Membrane fractionation.

Yeast cells expressing the Flag-Kin2^mini protein from a URA3-marked plasmid were grown in liquid SC-uracil medium until the OD₆₀₀ reached ∼0.6 to 0.8. Cells were collected by centrifugation at 3,000 rpm for 10 min, resuspended in SGR-uracil medium, and allowed to grow for another 4 h. Cells (OD₆₀₀ of 10) were harvested and lysed by glass beads in 400 μl of lysis buffer containing 25 mM Tris-phosphate, pH 6.7, 1 mM β-mercaptoethanol (β-ME), 1 mM PMSF, and 1 protease tablet per 25 ml buffer. The whole-cell lysate was clarified by centrifugation at 5,000 rpm (2,655 × g) for 10 min at 4°C. The clear supernatant was divided into two separate tubes (150 μl each). The first tube with 150 μl of lysate was used to precipitate the total soluble and insoluble proteins as follows. A volume of 37.5 μl of 100% TCA was added and kept on ice for 10 min. Total protein was collected by centrifugation at 6,000 rpm for 10 min and solubilized in a buffer (40 μl of 1 M Tris-HCl, pH 8.0, and 10 μl of 5× SDS dye) at 90°C. This fraction was considered the input.

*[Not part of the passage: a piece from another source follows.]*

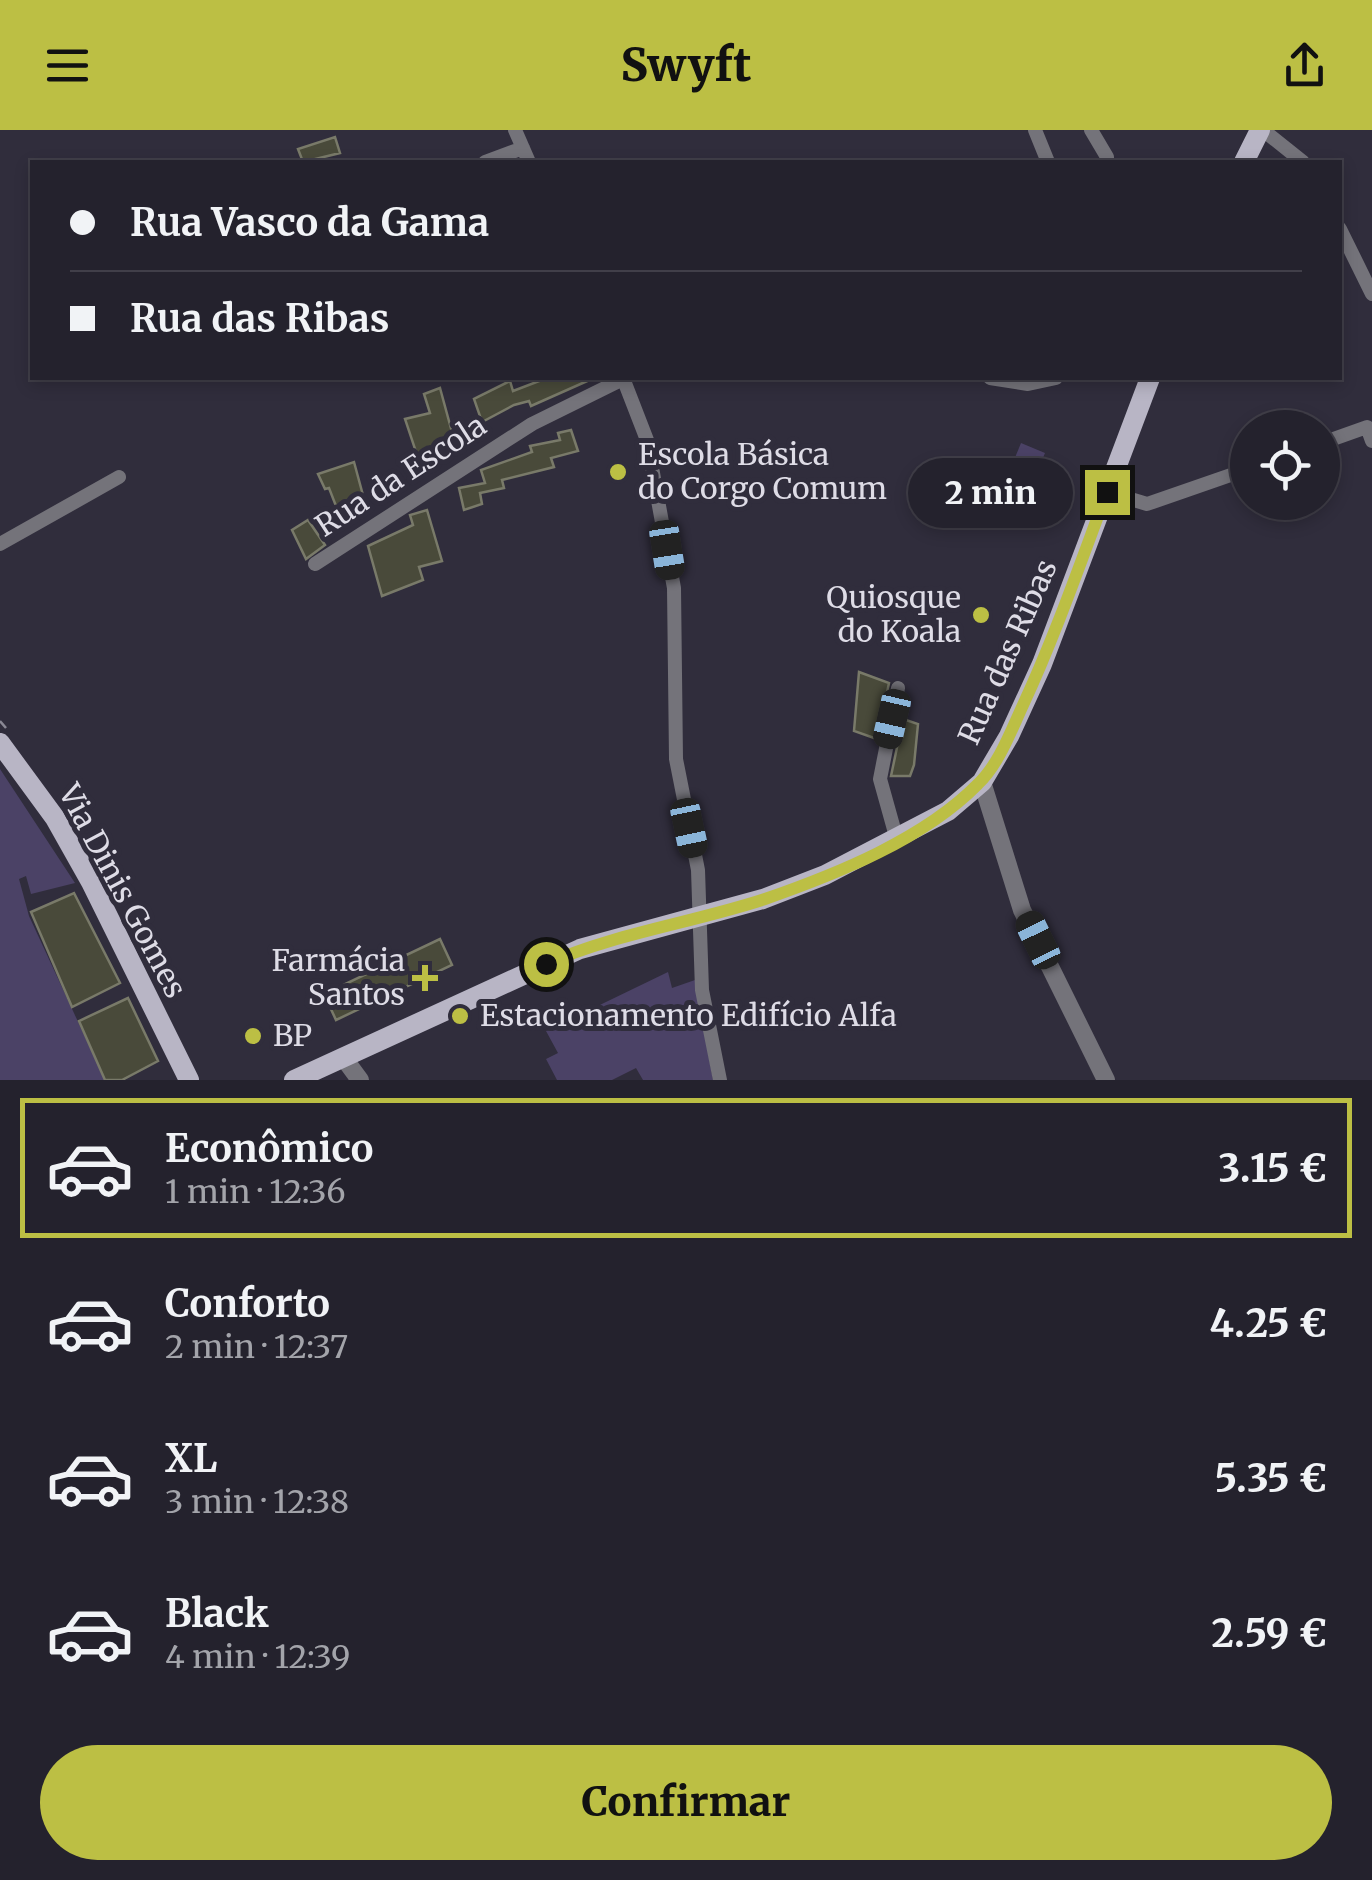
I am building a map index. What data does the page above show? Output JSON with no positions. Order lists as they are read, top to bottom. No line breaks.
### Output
{"streets":{"main road":["Rua das Ribas","Via Dinis Gomes"],"street":["Rua da Escola"]},"places":{"other":["Escola Básica do Corgo Comum","Quiosque do Koala","Estacionamento Edifício Alfa","BP"],"health":["Farmácia Santos"]},"page":{"header":"Swyft","banner":["Rua Vasco da Gama","Rua das Ribas"],"bubble":"2 min","list":[{"name":"Econômico","note":"1 min · 12:36","value":"3.15 €"},{"name":"Conforto","note":"2 min · 12:37","value":"4.25 €"},{"name":"XL","note":"3 min · 12:38","value":"5.35 €"},{"name":"Black","note":"4 min · 12:39","value":"2.59 €"}],"buttons":"Confirmar"}}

The second tube, containing 150 μl of lysate, was further centrifuged at 14,000 rpm (20,817 × g) for 30 min at 4°C in order to pellet the insoluble fraction (the membrane fraction). The supernatant containing the soluble proteins was then collected in a fresh tube, and total protein was precipitated and solubilized in a buffer as described above (the soluble protein fraction). The pellet containing the insoluble membrane fraction was solubilized in a buffer (40 μl of Tris-HCl, pH 8.0, and 10 μl of 5× SDS dye) at 90°C. The input (1/2), soluble, and insoluble protein fractions were subjected to Western analysis.

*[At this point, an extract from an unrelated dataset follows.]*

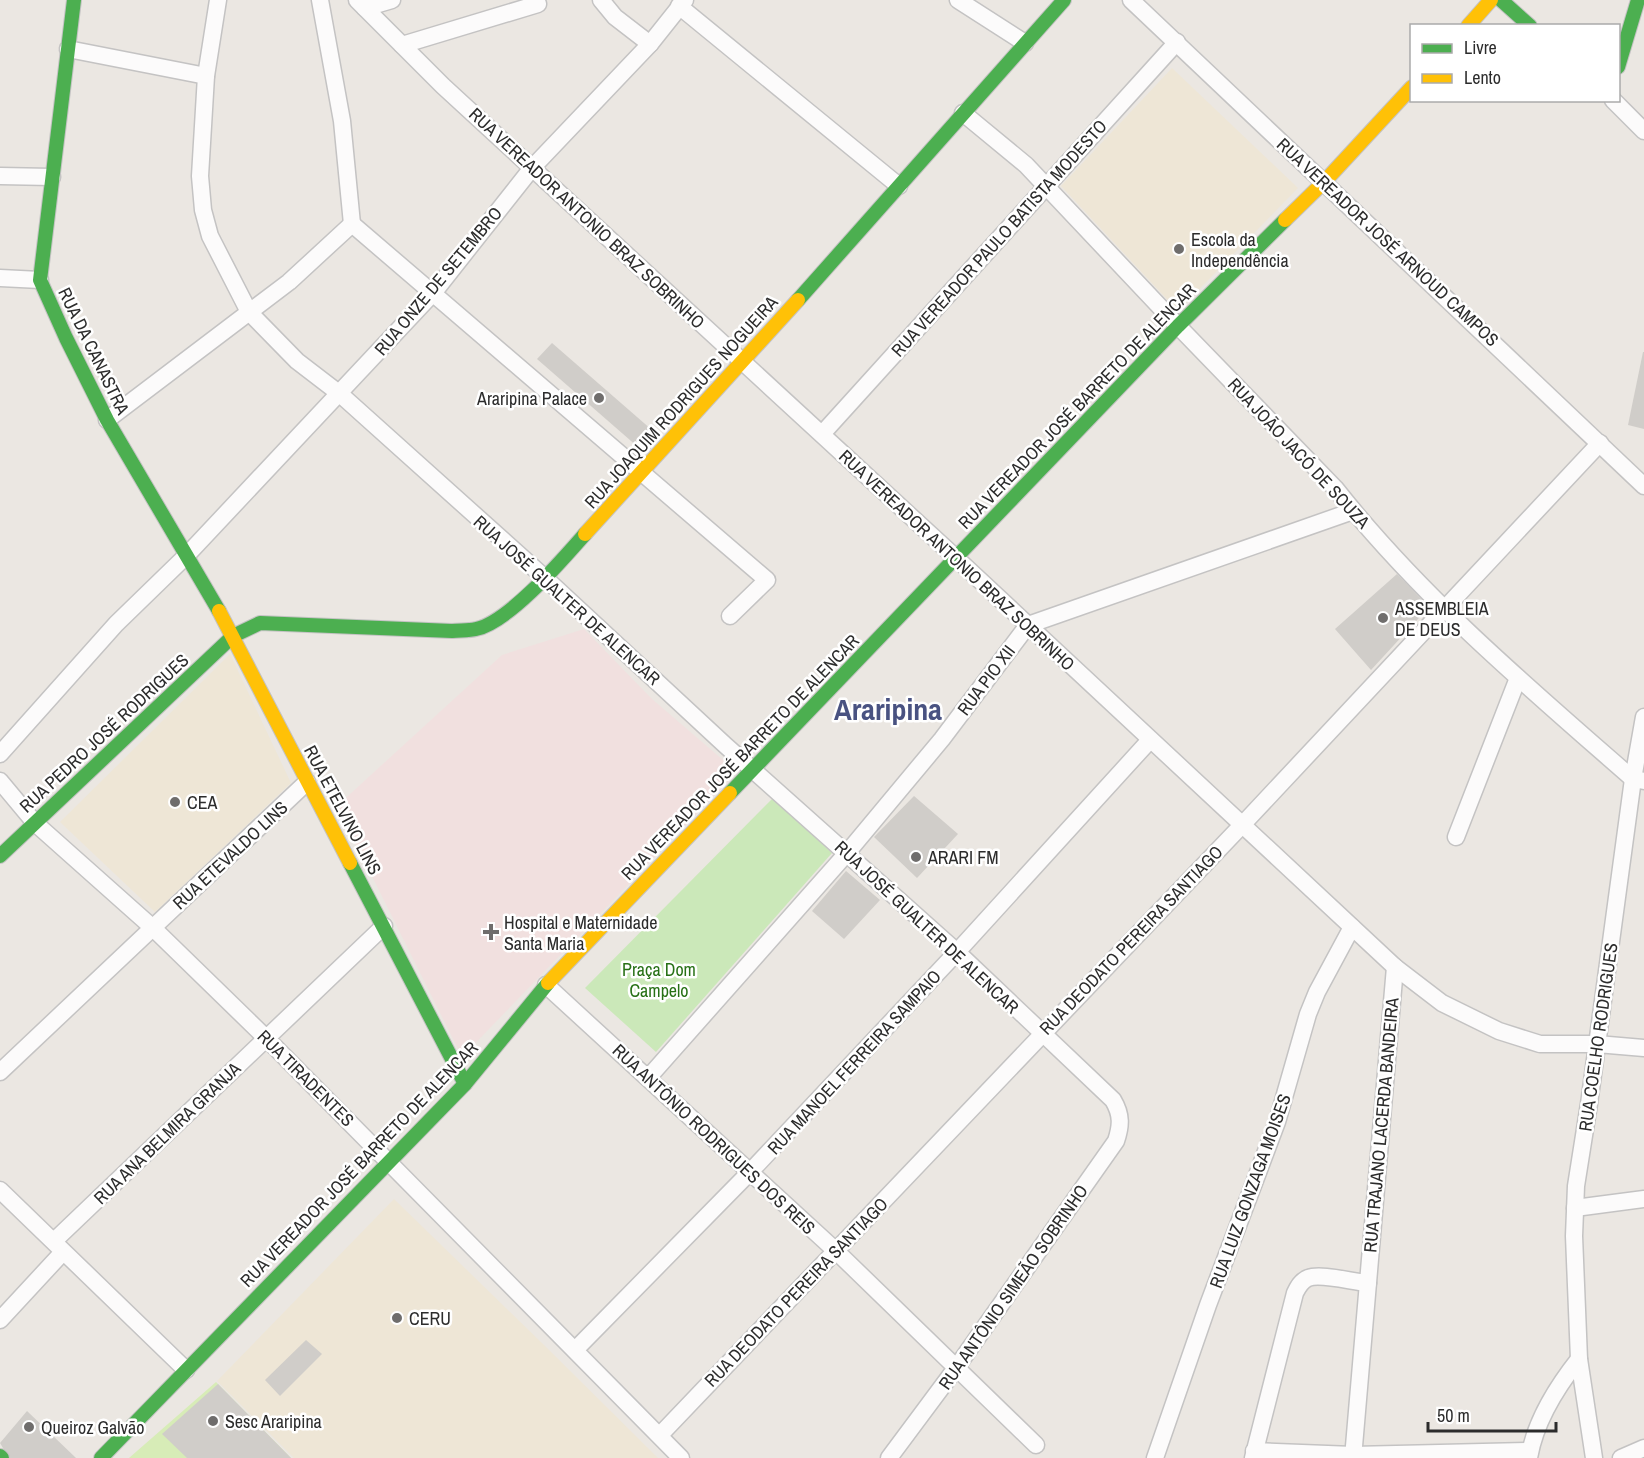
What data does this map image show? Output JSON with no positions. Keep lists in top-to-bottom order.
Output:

The pellet containing the membrane fraction was also solubilized in a buffer (50 mM Tris-HCl, pH 8.0, and 1 mM DTT) containing 0, 0.5, or 1% Triton X-100. The pellet and supernatant fractions were separated by centrifugation at 14,000 rpm for 20 min at 4°C. The pellet and supernatant fractions were then separated by SDS-PAGE and subjected to Western blot analyses using an anti-Flag antibody.